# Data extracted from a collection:

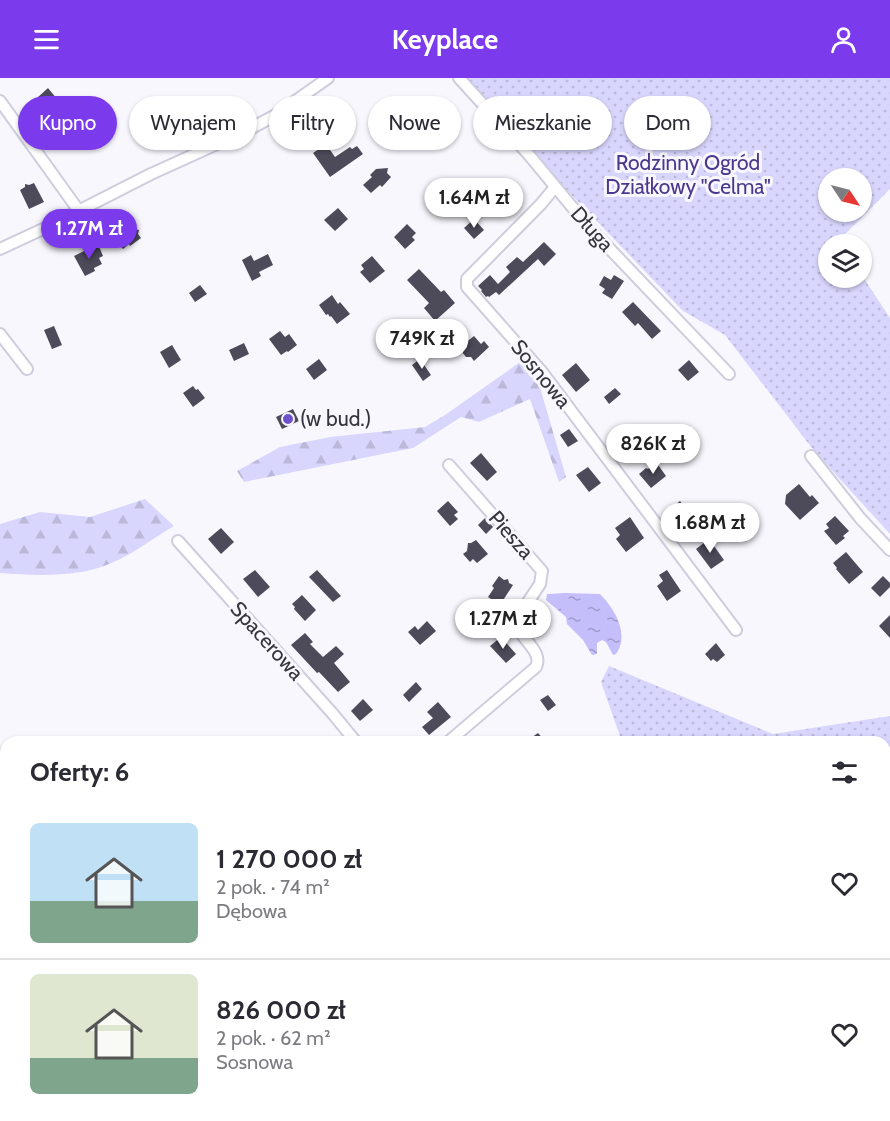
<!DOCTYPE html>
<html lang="pl">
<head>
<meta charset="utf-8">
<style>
	body { margin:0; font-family:Cabin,sans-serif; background:#f2f2f3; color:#2b2b33; height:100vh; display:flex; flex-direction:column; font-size:22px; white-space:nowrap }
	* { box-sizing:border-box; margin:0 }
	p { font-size:20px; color:#7c7c81 }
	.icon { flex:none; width:33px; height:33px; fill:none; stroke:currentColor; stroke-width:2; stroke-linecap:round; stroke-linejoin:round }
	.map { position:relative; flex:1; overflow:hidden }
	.details { position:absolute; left:0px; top:658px; width:891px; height:386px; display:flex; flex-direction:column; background:#fff; border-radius:18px 18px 0 0; box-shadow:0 2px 4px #0004 }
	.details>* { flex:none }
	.hud { position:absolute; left:18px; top:18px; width:855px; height:54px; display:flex; gap:12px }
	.needle { width:39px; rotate:125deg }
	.buttons { position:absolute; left:818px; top:90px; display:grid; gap:12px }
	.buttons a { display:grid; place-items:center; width:54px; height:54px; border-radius:50%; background:#fff; box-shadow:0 2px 4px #0004; font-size:30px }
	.price { position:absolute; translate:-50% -51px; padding:0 14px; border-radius:21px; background:#fff; color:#222; font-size:20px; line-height:39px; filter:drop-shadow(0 2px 3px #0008) }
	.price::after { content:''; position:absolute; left:50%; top:36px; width:18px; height:14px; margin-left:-9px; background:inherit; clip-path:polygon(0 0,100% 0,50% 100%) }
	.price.active { background:#7c3aed; color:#fff }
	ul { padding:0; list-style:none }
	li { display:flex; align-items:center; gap:18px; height:150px; padding:0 30px }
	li+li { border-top:2px solid #e1e1e2 }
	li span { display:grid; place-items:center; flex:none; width:168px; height:120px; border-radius:9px; color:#555 }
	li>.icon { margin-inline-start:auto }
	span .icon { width:72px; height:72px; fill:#fffc; stroke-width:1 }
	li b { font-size:26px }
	h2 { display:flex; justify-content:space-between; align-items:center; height:72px; padding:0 30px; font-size:26px }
	.pill { padding:0 21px; border-radius:27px; background:#fff; box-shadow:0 2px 4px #0004; font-size:21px; line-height:54px }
	.pill.active { background:#7c3aed; color:#fff }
	header { display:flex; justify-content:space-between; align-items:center; height:78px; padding:0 30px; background:#7c3aed; color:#fff; font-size:27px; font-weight:700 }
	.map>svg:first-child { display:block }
</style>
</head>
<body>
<header><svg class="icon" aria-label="menu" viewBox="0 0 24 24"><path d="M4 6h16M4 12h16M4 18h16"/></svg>Keyplace<svg class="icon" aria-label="person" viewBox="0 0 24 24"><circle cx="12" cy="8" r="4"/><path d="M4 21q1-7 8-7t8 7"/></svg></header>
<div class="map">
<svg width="890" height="1043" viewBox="0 0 890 1043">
	<defs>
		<pattern id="forest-firs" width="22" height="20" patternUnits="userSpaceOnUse" patternTransform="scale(1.5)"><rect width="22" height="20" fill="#d9d6fd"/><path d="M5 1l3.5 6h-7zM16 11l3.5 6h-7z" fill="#bbb8da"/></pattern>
		<pattern id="garden-dots" width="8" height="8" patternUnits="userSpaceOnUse" patternTransform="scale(1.5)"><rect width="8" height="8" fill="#d9d6fd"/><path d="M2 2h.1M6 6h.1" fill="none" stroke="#bbb8da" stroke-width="1.8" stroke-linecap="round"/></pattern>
		<pattern id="water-ripples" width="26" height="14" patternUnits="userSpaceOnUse" patternTransform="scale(1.5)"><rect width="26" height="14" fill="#c4befa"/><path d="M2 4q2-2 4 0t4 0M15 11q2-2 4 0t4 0" fill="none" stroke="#a09bcc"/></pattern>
	</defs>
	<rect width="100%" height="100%" fill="#f8f7fe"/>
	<g fill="url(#forest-firs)">
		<polygon points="523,282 537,299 566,399 559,404 530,321 479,344 461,339 413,370 244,404 237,393 280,369 330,359 425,349 445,337"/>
		<path d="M145 421 174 448C155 459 137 473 118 482 83 500 39 498 0 495V446L40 434 90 439Z"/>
	</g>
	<g fill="url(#garden-dots)" fill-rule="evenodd">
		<path d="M465 0H890V111L839 162 841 166H828V200H861V196L890 240V456L815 374 725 257 683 233 563 108ZM828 100H861V134H828Z"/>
		<polygon points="609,588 773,656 890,638 890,713 885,715 885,664 622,664 601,604"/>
	</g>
	<path fill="url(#water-ripples)" d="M565 515 600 516C615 531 630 557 616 576L613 577 606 564 602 562 597 565V576L592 577 583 562 567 546 566 539 546 522 547 516H548Z"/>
	<g fill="#4d4b5a">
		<polygon points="48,10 57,21 53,25 26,46 20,38 40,24 37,20"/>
		<polygon points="184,34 192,44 179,54 176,50 152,69 140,53 158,40 164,48"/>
		<polygon points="72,40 80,50 79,51 82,55 74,61 71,58 63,64 55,54"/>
		<polygon points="326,66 335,79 350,69 352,71 357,68 363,76 330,99 313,75"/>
		<polygon points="388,90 387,95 391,99 382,109 380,107 371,115 363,107 372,99 370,97 376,91"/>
		<polygon points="34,105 44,124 29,131 20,112 25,109 25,106 29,107"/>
		<polygon points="487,106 489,109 493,106 499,116 487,124 478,111"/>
		<polygon points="338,130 348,141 335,153 324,142"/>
		<polygon points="474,141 484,152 474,161 464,150"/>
		<polygon points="407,146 416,155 412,159 415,162 405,171 394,159"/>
		<polygon points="131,147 135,151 139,152 138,156 141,160 130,168 129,166 123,171 116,162 122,157 120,155"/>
		<polygon points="544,164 556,176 544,188 538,181 499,217 496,214 489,219 488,218 486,219 481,213 482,212 478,208 490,197 498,206 510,194 506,189 517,179 523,184"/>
		<polygon points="98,166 103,178 99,180 102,186 94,190 95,193 85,198 74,178"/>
		<polygon points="268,176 273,187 259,194 261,198 252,203 242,182 251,177 254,183"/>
		<polygon points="372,178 385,193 370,205 360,194 364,191 361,187"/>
		<polygon points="419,191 441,214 444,212 455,225 435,243 424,230 429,225 407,202"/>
		<polygon points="614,197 624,203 612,221 602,215 605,211 599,207 604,198 611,202"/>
		<polygon points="200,207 207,216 195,224 189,215"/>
		<polygon points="332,217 338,226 340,224 350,236 337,246 331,238 330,239 328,236 326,237 319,227"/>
		<polygon points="633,224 661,253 652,261 638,245 635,248 622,234"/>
		<polygon points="54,248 62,267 52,271 44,252"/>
		<polygon points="280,253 285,259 289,256 297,267 288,274 287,273 281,277 269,261"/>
		<polygon points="474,258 481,266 484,263 489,269 474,283 471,279 466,279 462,274 467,269 460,260 469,262"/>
		<polygon points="244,265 249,276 234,283 229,272"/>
		<polygon points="172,267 181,282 169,290 160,274"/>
		<polygon points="319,281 327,292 314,302 306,291"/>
		<polygon points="420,281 431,297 423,303 412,287"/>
		<polygon points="689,282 699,294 688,303 678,292"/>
		<polygon points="576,285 590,302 576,314 562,297"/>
		<polygon points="193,308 196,312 198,311 205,320 193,329 183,315"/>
		<polygon points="615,310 621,316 609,326 604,319"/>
		<polygon points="293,331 299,343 282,351 276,339"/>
		<polygon points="569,351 578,363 568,369 560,357"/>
		<polygon points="655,354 662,363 653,370 645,361"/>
		<polygon points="481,375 497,394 487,403 470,385"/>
		<polygon points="656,384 666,398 651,410 639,396 646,390 648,391"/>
		<polygon points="588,389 601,405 589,414 576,397"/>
		<polygon points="799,406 810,419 812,417 819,425 800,442 785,426 786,417"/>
		<polygon points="448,423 458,434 454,437 458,441 450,448 437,433"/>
		<polygon points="680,423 691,438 689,440 693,444 683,451 680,447 678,448 670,438 672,437 669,432"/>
		<polygon points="835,438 849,453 843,458 845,460 836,467 824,453 829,450 826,446"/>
		<polygon points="630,439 644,460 626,474 616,461 620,457 615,450"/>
		<polygon points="485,440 493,449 486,456 478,447"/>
		<polygon points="221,450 234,464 221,476 208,461"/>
		<polygon points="709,461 724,482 711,491 696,471"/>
		<polygon points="476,462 488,476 477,485 473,481 470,484 463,476 467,473 468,465 471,465"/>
		<polygon points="846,474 863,494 849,506 836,491 837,490 833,485"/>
		<polygon points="255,492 270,509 258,519 243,501"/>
		<polygon points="317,492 341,518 333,524 309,499"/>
		<polygon points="667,492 681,513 667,523 657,508 663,503 659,497"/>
		<polygon points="499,498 504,502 508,501 509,505 513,507 500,527 488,519 494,510 492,508"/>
		<polygon points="883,498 890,505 890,509 880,519 871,510"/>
		<polygon points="302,517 316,532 305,543 294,531 295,529 292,526"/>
		<polygon points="890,537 890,560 879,548"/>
		<polygon points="427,543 436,553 420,567 408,554 415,548 418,552"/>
		<polygon points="305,555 313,564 310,566 323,579 336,568 344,576 334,585 350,604 338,614 319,594 317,595 291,567"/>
		<polygon points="501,559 516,576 506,585 490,568"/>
		<polygon points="716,565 725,577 717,584 713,581 711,583 705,576"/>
		<polygon points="416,604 422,611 409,624 403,617"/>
		<polygon points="548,617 556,627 548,633 540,622"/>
		<polygon points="363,621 373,632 360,643 351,633"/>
		<polygon points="438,624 451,639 429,657 422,649 433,640 427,634"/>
		<polygon points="538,655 546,664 525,664"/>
	</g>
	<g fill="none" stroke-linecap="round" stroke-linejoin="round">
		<g stroke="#cecdde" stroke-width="14">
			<g id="street">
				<polyline points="459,0 529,77 588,148 729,296"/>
				<polyline points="0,23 79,133"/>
				<polyline points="555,109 541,126 467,201 467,209 542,294 736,552"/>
				<polyline points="0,171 43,151 151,96 248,52 274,38 328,0"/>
				<polyline points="0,256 27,291"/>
				<polyline points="811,378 860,440 890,472"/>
				<polyline points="178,463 333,636 356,664"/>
				<path d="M448 664 536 589C544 572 517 560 516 542L540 506 542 493 449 387"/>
				<polyline points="0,783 6,783"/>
				<polyline points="886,790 890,799"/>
				<polyline points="0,940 6,948"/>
				<polyline points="885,948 890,946"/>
				<polyline points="297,1038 307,1043"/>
				<polyline points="639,1038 642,1043"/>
				<polyline points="773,1038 774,1043"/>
			</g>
		</g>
		<use href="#street" stroke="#fff" stroke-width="10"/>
	</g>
	<circle fill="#6e52cb" stroke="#f8f7fe" stroke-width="2" cx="288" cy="341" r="6"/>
	<g text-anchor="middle" stroke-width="6" stroke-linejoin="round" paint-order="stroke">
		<g font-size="21" fill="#4b388d" stroke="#f8f7fe">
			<text x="688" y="92">Rodzinny Ogród<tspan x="688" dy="24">Działkowy "Celma"</tspan></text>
		</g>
		<g font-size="21" fill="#36353c" stroke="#f8f7fe">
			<text transform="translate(592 151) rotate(48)" y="7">Długa</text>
			<text transform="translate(541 296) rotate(51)" y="7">Sosnowa</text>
			<text transform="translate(511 457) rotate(49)" y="7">Piesza</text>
			<text transform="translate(267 563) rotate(48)" y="7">Spacerowa</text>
		</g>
		<g font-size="21" fill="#36353c" stroke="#f8f7fe" text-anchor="start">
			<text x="300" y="348">(w bud.)</text>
		</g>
	</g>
</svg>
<div class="buttons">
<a><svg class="needle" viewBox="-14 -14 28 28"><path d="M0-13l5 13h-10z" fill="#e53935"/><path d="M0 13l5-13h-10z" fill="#7c7c81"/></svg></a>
<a><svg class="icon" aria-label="layers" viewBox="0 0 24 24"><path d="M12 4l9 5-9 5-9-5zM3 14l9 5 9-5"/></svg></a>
</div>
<b class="price" style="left:474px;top:151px">1.64M zł</b>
<b class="price active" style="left:89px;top:182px">1.27M zł</b>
<b class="price" style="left:422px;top:292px">749K zł</b>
<b class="price" style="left:653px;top:397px">826K zł</b>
<b class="price" style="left:710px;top:476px">1.68M zł</b>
<b class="price" style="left:503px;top:572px">1.27M zł</b>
<div class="hud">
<a class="pill active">Kupno</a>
<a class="pill">Wynajem</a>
<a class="pill">Filtry</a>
<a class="pill">Nowe</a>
<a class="pill">Mieszkanie</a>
<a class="pill">Dom</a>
</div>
<section class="details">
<h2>Oferty: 6<svg class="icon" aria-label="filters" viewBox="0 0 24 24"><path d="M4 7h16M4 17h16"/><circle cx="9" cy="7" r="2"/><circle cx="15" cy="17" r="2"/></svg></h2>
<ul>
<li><span style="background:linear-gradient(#bfe0f5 65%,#7fa58c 0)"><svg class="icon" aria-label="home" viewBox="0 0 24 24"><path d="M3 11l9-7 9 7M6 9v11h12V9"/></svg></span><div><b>1 270 000 zł</b><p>2 pok. · 74 m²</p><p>Dębowa</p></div><svg class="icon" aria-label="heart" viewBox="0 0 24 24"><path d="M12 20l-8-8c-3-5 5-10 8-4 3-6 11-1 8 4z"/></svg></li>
<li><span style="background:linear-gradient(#dfe7d0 70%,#7fa58c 0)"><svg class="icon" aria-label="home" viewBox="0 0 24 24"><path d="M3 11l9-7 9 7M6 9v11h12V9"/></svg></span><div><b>826 000 zł</b><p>2 pok. · 62 m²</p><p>Sosnowa</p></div><svg class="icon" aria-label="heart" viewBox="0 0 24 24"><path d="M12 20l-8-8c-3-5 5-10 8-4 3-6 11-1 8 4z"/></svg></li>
</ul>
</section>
</div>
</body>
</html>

# TASK OBJECTIVE:
Begin at the first line of the data above and repeat each line exactly, stopping after the line containing "display:grid; place-items:center; flex:none;". Omit the pictures.

# SOLUTION FOR THIS PROBLEM:
<!DOCTYPE html>
<html lang="pl">
<head>
<meta charset="utf-8">
<style>
	body { margin:0; font-family:Cabin,sans-serif; background:#f2f2f3; color:#2b2b33; height:100vh; display:flex; flex-direction:column; font-size:22px; white-space:nowrap }
	* { box-sizing:border-box; margin:0 }
	p { font-size:20px; color:#7c7c81 }
	.icon { flex:none; width:33px; height:33px; fill:none; stroke:currentColor; stroke-width:2; stroke-linecap:round; stroke-linejoin:round }
	.map { position:relative; flex:1; overflow:hidden }
	.details { position:absolute; left:0px; top:658px; width:891px; height:386px; display:flex; flex-direction:column; background:#fff; border-radius:18px 18px 0 0; box-shadow:0 2px 4px #0004 }
	.details>* { flex:none }
	.hud { position:absolute; left:18px; top:18px; width:855px; height:54px; display:flex; gap:12px }
	.needle { width:39px; rotate:125deg }
	.buttons { position:absolute; left:818px; top:90px; display:grid; gap:12px }
	.buttons a { display:grid; place-items:center; width:54px; height:54px; border-radius:50%; background:#fff; box-shadow:0 2px 4px #0004; font-size:30px }
	.price { position:absolute; translate:-50% -51px; padding:0 14px; border-radius:21px; background:#fff; color:#222; font-size:20px; line-height:39px; filter:drop-shadow(0 2px 3px #0008) }
	.price::after { content:''; position:absolute; left:50%; top:36px; width:18px; height:14px; margin-left:-9px; background:inherit; clip-path:polygon(0 0,100% 0,50% 100%) }
	.price.active { background:#7c3aed; color:#fff }
	ul { padding:0; list-style:none }
	li { display:flex; align-items:center; gap:18px; height:150px; padding:0 30px }
	li+li { border-top:2px solid #e1e1e2 }
	li span { display:grid; place-items:center; flex:none; width:168px; height:120px; border-radius:9px; color:#555 }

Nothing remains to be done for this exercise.